> _EXERCISE_: Return the data below unchanged, without images.
______________________________
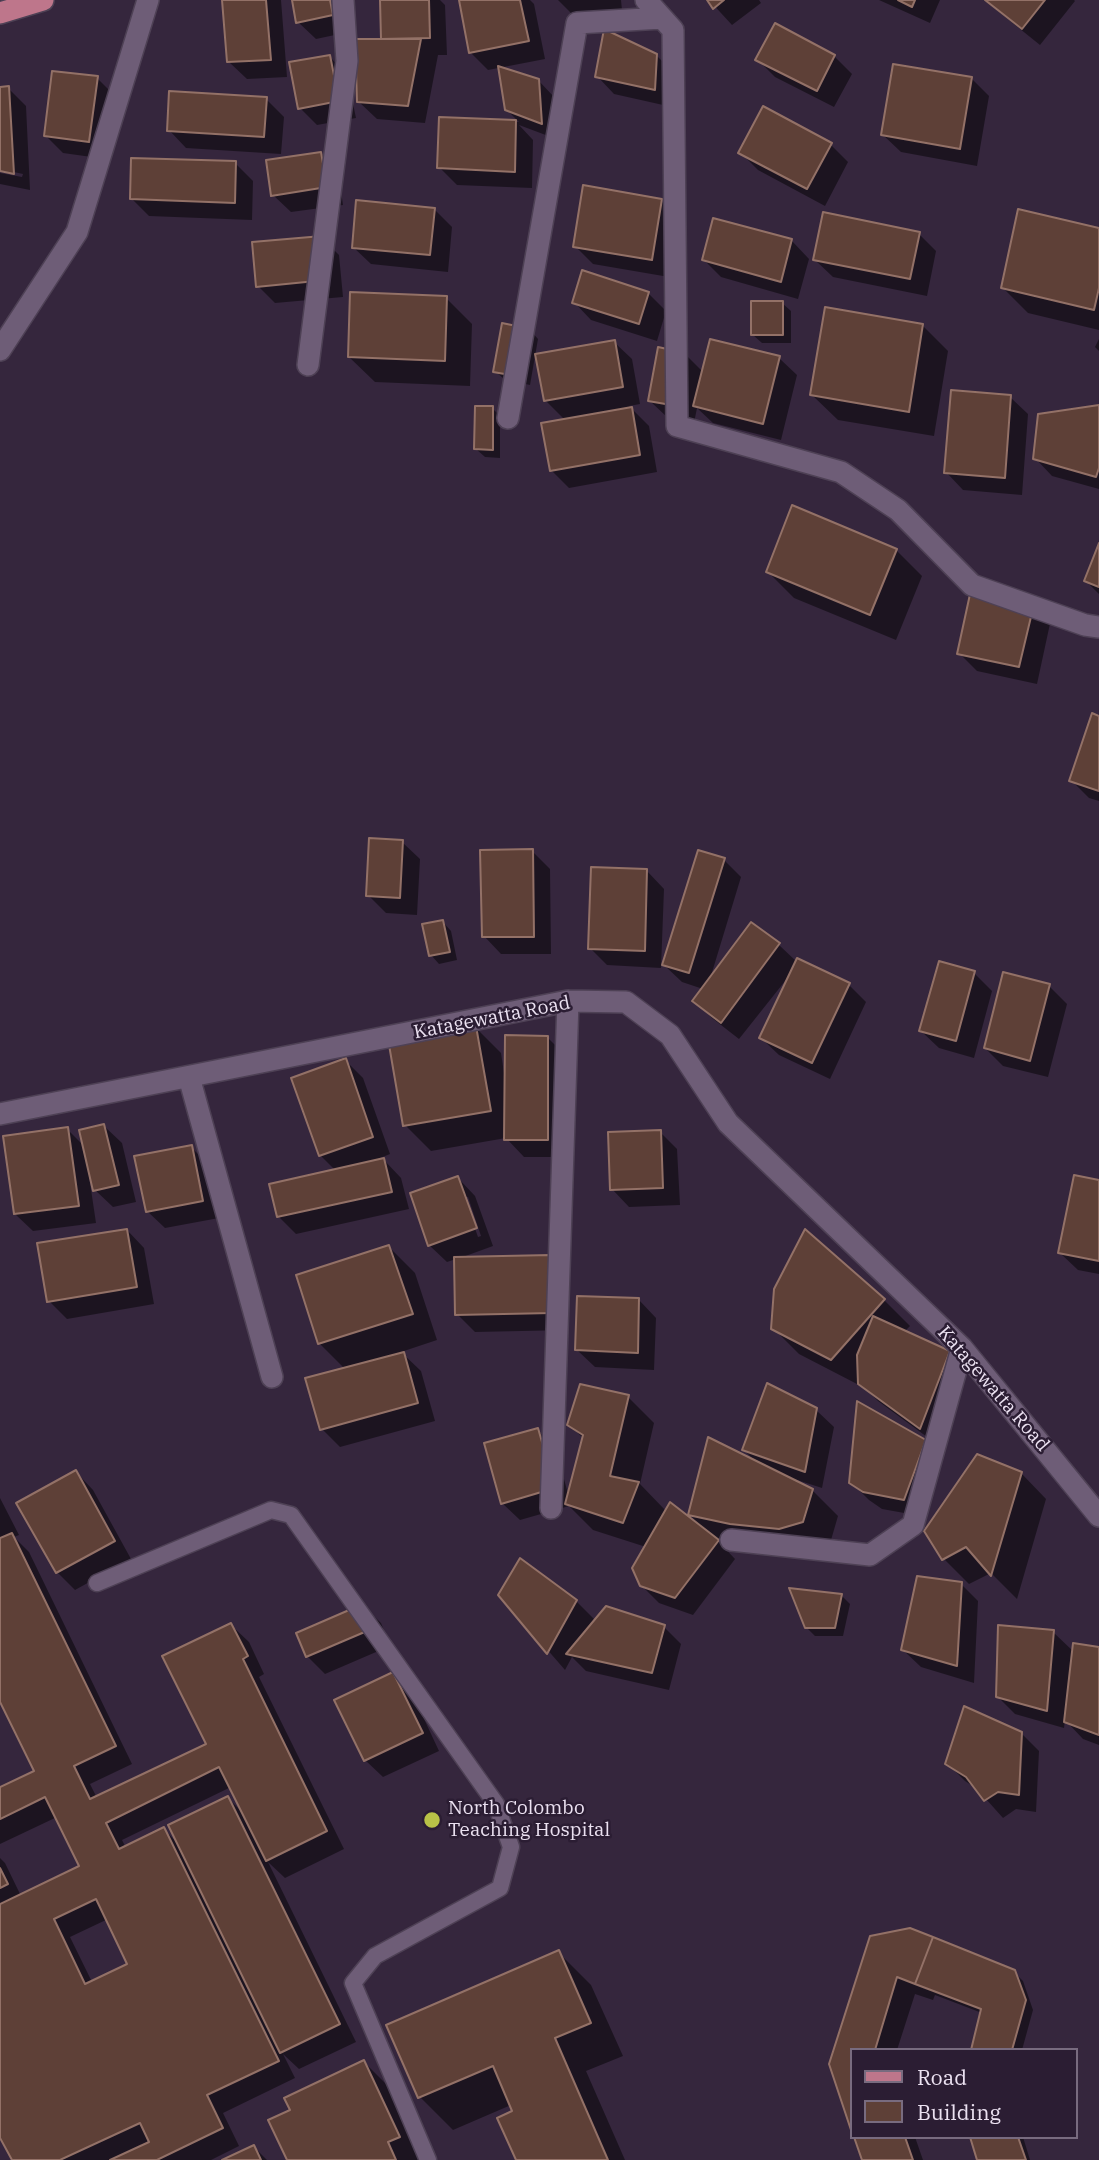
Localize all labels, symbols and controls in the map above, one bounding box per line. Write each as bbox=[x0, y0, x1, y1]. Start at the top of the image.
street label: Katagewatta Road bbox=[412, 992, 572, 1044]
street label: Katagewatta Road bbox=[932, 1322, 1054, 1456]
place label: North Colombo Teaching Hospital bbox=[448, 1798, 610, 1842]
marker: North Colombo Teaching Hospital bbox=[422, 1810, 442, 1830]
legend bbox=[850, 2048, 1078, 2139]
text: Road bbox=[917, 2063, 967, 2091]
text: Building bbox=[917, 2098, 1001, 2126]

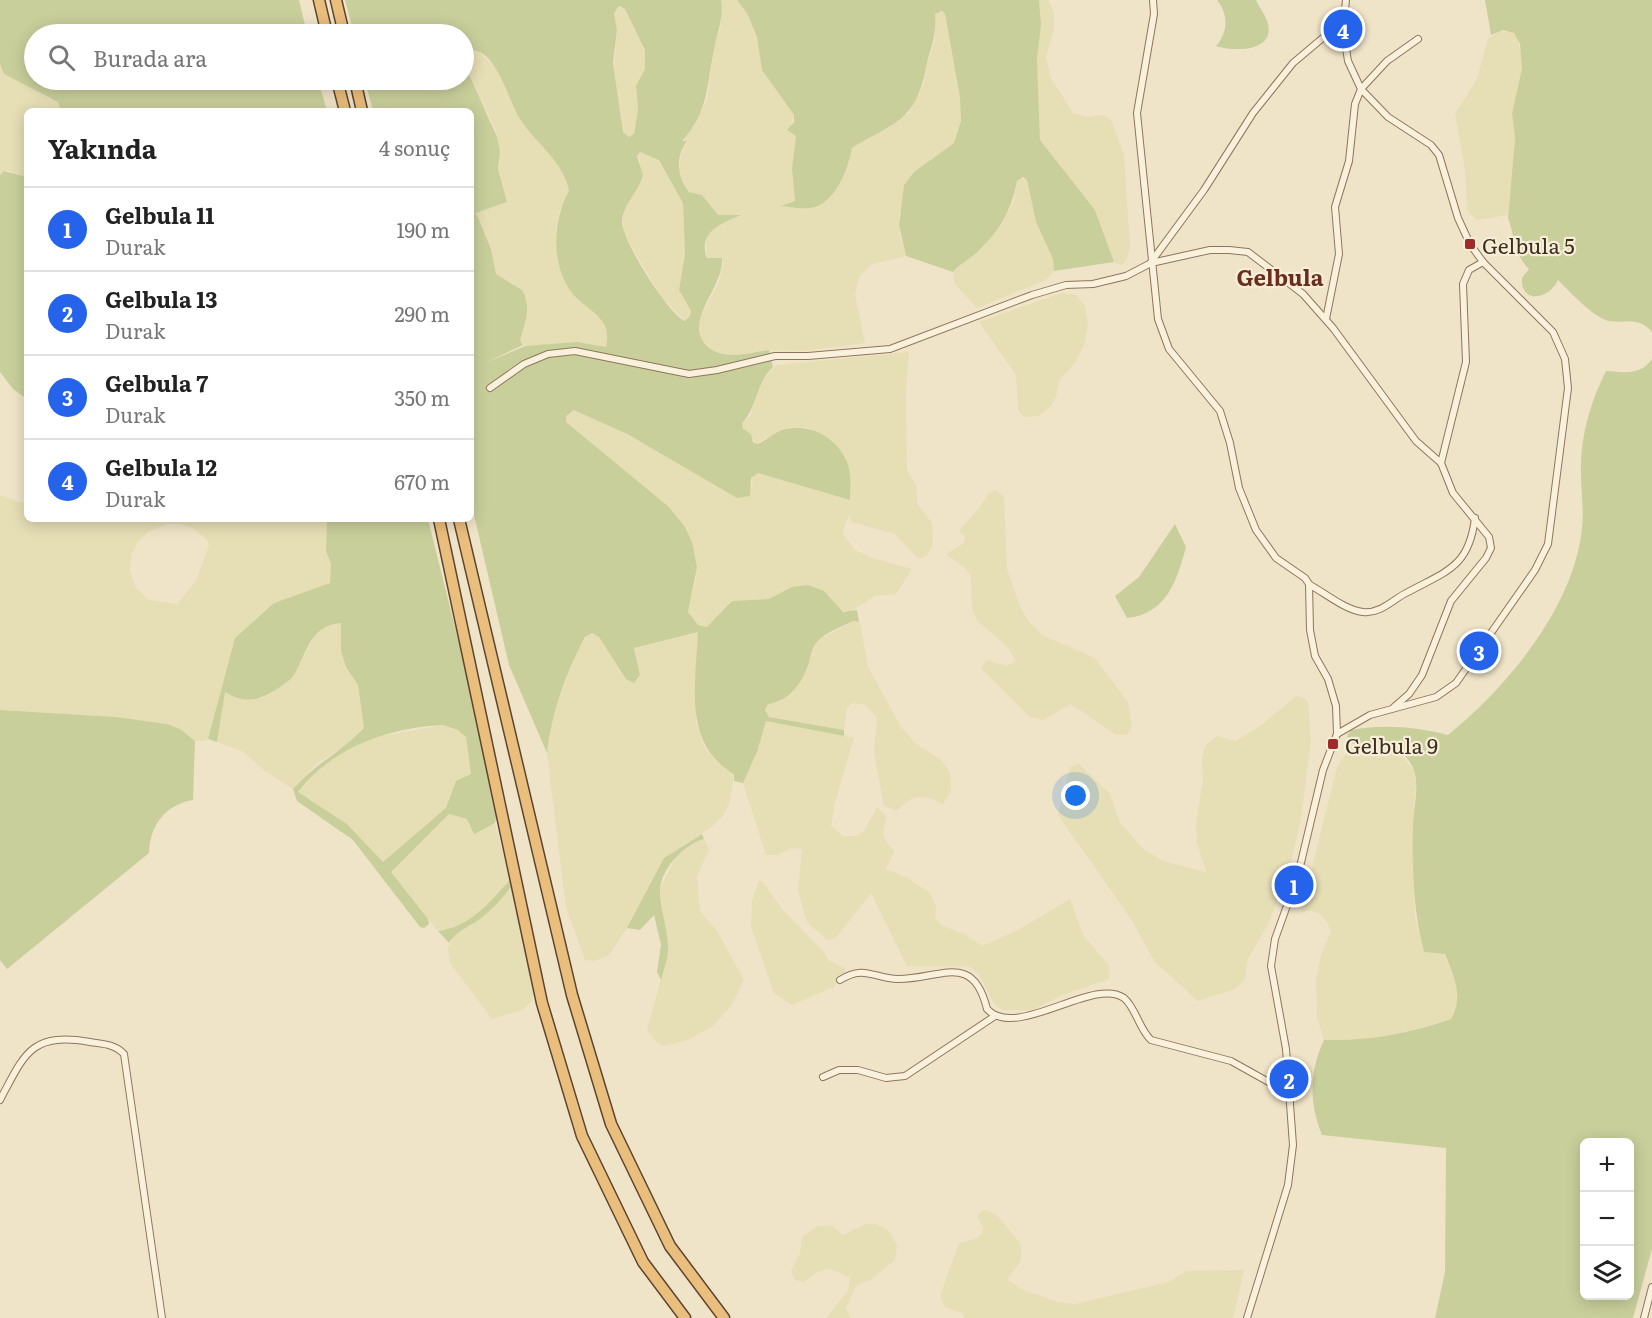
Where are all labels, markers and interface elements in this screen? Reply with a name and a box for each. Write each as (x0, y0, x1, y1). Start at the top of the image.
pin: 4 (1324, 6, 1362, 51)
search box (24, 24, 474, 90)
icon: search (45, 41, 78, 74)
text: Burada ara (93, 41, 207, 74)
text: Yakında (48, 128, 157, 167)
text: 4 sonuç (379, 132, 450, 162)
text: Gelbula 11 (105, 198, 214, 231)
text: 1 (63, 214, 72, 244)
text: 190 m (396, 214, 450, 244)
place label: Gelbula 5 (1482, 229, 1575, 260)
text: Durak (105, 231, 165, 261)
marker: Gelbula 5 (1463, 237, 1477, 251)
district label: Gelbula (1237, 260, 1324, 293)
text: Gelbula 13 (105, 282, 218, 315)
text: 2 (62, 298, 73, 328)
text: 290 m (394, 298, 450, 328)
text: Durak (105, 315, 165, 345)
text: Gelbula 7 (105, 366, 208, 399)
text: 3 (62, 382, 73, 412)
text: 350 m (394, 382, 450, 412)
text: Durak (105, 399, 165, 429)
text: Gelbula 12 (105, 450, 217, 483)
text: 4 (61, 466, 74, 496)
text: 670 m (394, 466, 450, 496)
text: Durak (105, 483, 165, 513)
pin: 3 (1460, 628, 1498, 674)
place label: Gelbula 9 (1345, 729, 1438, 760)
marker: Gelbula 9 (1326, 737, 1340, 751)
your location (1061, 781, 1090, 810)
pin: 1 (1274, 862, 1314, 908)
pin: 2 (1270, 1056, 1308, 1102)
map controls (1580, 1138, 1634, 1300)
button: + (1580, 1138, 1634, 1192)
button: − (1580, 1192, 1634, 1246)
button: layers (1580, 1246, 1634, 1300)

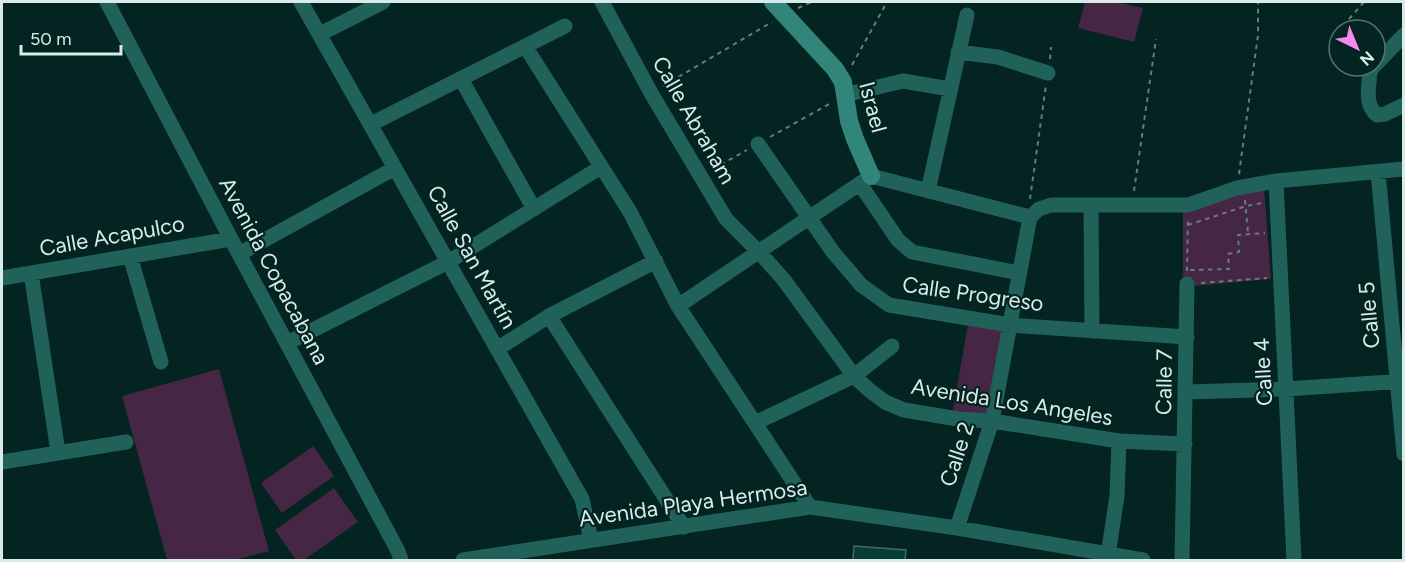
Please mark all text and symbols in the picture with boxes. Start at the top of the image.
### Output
______________________________
> _WRITTEN SOLUTION_:
Localize all labels, symbols and controls in the map above, one bounding box per line. Write each as bbox=[x0, y0, x1, y1]. Start at the top of the image.
street label: Katagewatta Road bbox=[412, 992, 572, 1044]
street label: Katagewatta Road bbox=[932, 1322, 1054, 1456]
place label: North Colombo Teaching Hospital bbox=[448, 1798, 610, 1842]
marker: North Colombo Teaching Hospital bbox=[422, 1810, 442, 1830]
legend bbox=[850, 2048, 1078, 2139]
text: Road bbox=[917, 2063, 967, 2091]
text: Building bbox=[917, 2098, 1001, 2126]

Where are all labels, markers and interface elements in this screen? Reply with a name and a box for each. Write each as (x0, y0, x1, y1). Start at the top of the image.
pin: 4 (1324, 6, 1362, 51)
search box (24, 24, 474, 90)
icon: search (45, 41, 78, 74)
text: Burada ara (93, 41, 207, 74)
text: Yakında (48, 128, 157, 167)
text: 4 sonuç (379, 132, 450, 162)
text: Gelbula 11 (105, 198, 214, 231)
text: 1 (63, 214, 72, 244)
text: 190 m (396, 214, 450, 244)
place label: Gelbula 5 (1482, 229, 1575, 260)
text: Durak (105, 231, 165, 261)
marker: Gelbula 5 (1463, 237, 1477, 251)
district label: Gelbula (1237, 260, 1324, 293)
text: Gelbula 13 (105, 282, 218, 315)
text: 2 (62, 298, 73, 328)
text: 290 m (394, 298, 450, 328)
text: Durak (105, 315, 165, 345)
text: Gelbula 7 (105, 366, 208, 399)
text: 3 (62, 382, 73, 412)
text: 350 m (394, 382, 450, 412)
text: Durak (105, 399, 165, 429)
text: Gelbula 12 (105, 450, 217, 483)
text: 4 (61, 466, 74, 496)
text: 670 m (394, 466, 450, 496)
text: Durak (105, 483, 165, 513)
pin: 3 (1460, 628, 1498, 674)
place label: Gelbula 9 (1345, 729, 1438, 760)
marker: Gelbula 9 (1326, 737, 1340, 751)
your location (1061, 781, 1090, 810)
pin: 1 (1274, 862, 1314, 908)
pin: 2 (1270, 1056, 1308, 1102)
map controls (1580, 1138, 1634, 1300)
button: + (1580, 1138, 1634, 1192)
button: − (1580, 1192, 1634, 1246)
button: layers (1580, 1246, 1634, 1300)

Please mark all text and symbols in the picture with boxes. Start at the top of the image.
### Output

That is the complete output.